How to debug jpeglib

Did you know that different JPEG libraries not always produce the same output images? My colleagues at the University of Innsbruck systematically investigated differences between different versions of the popular JPEG implementation libjpeg. For this purpose, they developed a convenient Python wrapper that enables switching between different versions of libjpeg and its two popular forks libjpeg-turbo and MozJPEG. The Python wrapper is called jpeglib.

Recently, we noticed a small discrepancy between JPEG images created through the Python wrapper and the command line tool cjpeg from MozJPEG. MozJPEG was out of the scope of the previous study and therefore this discrepancy does not affect the study results.

To trace what is causing the difference, it is convenient to debug into the C library below the Python interface. This is quite straightforward, and this blog post describes how to do it.

We recommend working in a virtual environment (not shown here).

  1. Clone the repository. We usually work on the dev branch.

     git clone git@github.com:martinbenes1996/jpeglib.git
     cd jpeglib
     git checkout dev
    
  2. Compile and install jpeglib with debug symbols.

     python setup.py build_ext --debug install 
    

    The build_ext builds external C modules, the --debug passes the debug flag to the compiler, and install eventually installs the package into your virtual environment. On a side note, the current setup.py already passes the -g flag to the compiler.

    Optionally, you can verify that the built shared libraries contain debug symbols. Running the file command should show with debug_info.

     # The shared libraries can be found in your environment's site-packages folder.
     cd <venv>/lib/python3.10/site-packages/jpeglib-0.13.2-py3.10-linux-x86_64.egg/jpeglib/cjpeglib
     file cjpeglib_mozjpeg403.abi3.so
     > cjpeglib_mozjpeg403.abi3.so: ELF 64-bit LSB shared object, x86-64, version 1 (SYSV), dynamically linked, BuildID[sha1]=f3ece56613f3bc34840c0de74882362b5b900b39, with debug_info, not stripped
    

    You can also view the symbols using objdump.

     objdump --syms cjpeglib_mozjpeg403.abi3.so
    

    For tracing down our bug, we are particularly interested in the method write_jpeg_spatial.

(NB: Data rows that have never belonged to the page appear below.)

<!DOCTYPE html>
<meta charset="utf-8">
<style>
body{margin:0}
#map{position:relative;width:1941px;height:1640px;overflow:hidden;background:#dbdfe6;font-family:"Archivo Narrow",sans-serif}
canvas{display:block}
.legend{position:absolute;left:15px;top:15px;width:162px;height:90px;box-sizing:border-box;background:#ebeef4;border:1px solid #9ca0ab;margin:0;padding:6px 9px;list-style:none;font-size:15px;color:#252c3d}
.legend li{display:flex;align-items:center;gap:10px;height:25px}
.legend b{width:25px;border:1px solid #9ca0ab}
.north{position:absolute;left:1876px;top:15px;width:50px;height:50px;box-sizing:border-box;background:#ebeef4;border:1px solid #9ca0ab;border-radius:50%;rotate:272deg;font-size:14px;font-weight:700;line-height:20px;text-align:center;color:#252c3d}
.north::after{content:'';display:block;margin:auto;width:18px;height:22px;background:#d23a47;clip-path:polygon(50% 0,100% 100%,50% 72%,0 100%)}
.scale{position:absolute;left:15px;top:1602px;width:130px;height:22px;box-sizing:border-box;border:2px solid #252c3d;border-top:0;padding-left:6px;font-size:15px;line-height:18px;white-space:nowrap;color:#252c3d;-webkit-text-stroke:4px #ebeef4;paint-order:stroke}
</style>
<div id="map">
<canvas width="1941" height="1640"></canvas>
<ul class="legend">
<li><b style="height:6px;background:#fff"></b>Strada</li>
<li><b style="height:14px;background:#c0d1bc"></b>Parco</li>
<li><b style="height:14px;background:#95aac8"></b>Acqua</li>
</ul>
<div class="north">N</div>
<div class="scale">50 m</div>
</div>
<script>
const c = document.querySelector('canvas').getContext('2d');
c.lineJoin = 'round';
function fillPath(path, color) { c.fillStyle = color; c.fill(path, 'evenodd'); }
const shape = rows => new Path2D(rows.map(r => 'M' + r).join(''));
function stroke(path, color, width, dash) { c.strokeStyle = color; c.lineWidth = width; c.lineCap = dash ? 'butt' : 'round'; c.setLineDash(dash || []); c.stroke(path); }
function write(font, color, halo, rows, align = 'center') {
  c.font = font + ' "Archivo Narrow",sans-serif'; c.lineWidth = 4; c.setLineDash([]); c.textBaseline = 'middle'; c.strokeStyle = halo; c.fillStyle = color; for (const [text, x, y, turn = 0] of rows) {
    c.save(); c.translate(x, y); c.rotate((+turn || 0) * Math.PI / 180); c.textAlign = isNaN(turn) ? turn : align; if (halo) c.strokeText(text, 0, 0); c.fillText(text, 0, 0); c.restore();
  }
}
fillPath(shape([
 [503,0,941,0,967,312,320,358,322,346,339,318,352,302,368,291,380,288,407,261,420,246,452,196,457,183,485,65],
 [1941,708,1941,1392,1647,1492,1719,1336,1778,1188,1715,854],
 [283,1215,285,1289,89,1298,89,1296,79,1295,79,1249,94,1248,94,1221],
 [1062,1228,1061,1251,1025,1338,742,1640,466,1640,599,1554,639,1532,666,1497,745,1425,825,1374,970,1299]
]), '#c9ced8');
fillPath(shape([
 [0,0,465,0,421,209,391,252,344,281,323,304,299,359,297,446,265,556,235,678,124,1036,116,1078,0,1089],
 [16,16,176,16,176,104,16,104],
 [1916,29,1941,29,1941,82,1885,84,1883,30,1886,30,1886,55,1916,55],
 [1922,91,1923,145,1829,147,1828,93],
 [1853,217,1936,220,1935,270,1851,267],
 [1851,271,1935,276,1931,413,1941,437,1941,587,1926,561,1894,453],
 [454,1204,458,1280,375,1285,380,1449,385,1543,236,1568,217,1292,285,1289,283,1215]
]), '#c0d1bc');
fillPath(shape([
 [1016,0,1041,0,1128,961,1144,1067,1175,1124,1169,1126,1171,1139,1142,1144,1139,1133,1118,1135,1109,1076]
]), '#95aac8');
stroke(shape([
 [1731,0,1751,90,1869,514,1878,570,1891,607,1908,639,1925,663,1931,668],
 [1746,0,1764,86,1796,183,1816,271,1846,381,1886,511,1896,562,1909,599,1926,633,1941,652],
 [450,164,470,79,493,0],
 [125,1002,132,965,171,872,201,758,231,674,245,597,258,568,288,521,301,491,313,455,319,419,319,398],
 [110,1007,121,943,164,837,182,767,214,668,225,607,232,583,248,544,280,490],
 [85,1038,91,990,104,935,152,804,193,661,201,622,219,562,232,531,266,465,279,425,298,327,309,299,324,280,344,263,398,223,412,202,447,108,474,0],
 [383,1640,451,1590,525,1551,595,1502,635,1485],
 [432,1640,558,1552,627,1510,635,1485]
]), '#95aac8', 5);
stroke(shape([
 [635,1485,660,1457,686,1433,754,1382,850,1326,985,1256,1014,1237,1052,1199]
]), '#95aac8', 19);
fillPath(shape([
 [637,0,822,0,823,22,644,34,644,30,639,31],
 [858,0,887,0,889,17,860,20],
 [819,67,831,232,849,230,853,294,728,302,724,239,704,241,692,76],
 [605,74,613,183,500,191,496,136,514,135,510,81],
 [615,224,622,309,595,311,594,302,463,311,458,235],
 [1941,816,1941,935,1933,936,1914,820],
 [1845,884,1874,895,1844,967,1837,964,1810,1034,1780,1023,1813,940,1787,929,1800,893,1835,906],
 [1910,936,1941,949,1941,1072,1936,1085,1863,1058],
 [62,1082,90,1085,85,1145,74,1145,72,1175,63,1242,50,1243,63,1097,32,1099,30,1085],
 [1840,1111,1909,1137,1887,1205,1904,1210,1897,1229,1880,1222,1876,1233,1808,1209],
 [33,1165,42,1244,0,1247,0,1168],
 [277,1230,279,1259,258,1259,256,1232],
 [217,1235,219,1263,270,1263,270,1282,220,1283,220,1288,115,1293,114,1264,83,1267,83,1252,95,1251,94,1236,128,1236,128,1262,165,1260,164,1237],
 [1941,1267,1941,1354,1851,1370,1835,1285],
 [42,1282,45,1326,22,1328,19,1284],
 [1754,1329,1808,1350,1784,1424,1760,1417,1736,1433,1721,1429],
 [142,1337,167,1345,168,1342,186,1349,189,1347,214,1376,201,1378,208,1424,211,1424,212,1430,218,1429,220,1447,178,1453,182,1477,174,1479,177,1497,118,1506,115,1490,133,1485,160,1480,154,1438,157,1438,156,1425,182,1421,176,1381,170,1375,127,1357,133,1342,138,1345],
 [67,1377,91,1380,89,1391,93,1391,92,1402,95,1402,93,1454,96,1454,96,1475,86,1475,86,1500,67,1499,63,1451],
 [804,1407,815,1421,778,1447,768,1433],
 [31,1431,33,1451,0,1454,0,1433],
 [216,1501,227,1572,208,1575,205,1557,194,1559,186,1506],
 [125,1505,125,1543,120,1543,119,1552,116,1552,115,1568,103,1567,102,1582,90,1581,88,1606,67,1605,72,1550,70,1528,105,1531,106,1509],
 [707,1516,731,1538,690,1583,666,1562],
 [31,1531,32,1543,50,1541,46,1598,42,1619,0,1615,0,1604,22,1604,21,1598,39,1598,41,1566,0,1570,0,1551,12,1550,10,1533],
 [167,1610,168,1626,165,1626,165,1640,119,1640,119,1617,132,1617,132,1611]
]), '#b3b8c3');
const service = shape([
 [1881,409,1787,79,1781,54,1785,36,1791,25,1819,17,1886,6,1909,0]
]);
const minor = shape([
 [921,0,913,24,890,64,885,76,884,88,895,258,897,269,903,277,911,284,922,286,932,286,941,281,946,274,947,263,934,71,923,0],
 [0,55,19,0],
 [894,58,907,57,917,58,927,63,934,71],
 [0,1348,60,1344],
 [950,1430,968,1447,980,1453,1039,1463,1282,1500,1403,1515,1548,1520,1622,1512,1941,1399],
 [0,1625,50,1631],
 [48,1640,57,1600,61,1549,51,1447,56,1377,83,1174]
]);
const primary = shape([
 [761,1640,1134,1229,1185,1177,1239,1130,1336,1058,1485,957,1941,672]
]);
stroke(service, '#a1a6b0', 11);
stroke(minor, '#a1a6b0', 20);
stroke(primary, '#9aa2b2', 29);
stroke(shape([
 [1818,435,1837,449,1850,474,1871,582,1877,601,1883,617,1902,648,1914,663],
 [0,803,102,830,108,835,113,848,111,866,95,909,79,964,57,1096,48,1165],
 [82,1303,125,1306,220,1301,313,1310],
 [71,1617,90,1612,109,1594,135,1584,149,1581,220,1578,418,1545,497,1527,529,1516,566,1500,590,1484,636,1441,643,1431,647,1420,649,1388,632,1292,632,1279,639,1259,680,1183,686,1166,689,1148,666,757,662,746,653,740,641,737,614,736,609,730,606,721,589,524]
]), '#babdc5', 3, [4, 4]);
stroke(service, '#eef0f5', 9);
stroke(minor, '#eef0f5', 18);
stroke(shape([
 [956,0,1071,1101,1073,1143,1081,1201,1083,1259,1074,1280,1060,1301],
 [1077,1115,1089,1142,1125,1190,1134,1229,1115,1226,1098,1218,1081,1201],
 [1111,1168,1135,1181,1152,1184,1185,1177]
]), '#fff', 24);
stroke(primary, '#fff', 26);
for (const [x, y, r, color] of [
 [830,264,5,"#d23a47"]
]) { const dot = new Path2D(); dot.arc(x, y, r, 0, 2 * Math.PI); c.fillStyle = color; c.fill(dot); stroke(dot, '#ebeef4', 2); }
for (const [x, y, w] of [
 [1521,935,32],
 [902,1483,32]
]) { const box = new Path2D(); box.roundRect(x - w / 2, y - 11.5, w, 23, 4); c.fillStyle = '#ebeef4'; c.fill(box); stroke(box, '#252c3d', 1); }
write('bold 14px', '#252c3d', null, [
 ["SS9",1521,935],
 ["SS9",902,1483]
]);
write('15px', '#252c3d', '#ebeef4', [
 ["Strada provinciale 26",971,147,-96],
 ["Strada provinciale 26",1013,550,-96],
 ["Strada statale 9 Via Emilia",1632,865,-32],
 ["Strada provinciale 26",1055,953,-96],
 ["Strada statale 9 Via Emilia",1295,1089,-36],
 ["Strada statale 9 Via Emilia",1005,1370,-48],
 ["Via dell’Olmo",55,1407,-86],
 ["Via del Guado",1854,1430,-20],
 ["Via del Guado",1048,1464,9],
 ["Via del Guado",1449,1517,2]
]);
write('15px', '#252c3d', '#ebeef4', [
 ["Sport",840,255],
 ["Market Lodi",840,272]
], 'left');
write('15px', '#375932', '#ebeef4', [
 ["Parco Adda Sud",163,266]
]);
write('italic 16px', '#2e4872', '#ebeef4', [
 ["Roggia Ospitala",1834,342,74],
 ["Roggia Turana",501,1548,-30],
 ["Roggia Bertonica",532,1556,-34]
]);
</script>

The method can also be found in the table of exported symbols. The source code can be found in src/jpeglib/cjpeglib/cjpeglib_spatial.cpp.

  3. Launch gdb

     gdb
    
     # Tell gdb the execution target
     > target exec python
    
     # Set breakpoint
     > b write_jpeg_spatial
    
     # Launch the Python interpreter
     > run
    
     # Put your Python code here
     >>> ... Python code
    

    If you have a longer Python code, it is convenient to store it to a file and call run script.py instead of just run. In my example, I used the following Python code. The final im.write_spatial() internally calls write_jpeg_spatial.

     from PIL import Image
     import jpeglib
     import numpy as np
     import os
    
     # Input path
     uncompressed_filepath = "~/data/alaska2/ALASKA_v2_TIFF_512_COLOR/00001.tif"
     # Output path
     compressed_filepath = "/tmp/00001.jpg"
     # JPEG quality
     qf = 90
    
     # Compress with jpeglib
     im = np.array(Image.open(uncompressed_filepath))
     with jpeglib.version("mozjpeg403"):
         im = jpeglib.from_spatial(im)
         im.write_spatial(compressed_filepath, qt=qf)
    

    The program execution pauses inside the write_jpeg_spatial method. You can now use the gdb commands to debug the library code.

This concludes this short tutorial. While stepping through the C code with gdb, we spotted the bug that was causing the difference between jpeglib and cjpeg. The bug was resolved and the fix will be part of the next jpeglib release.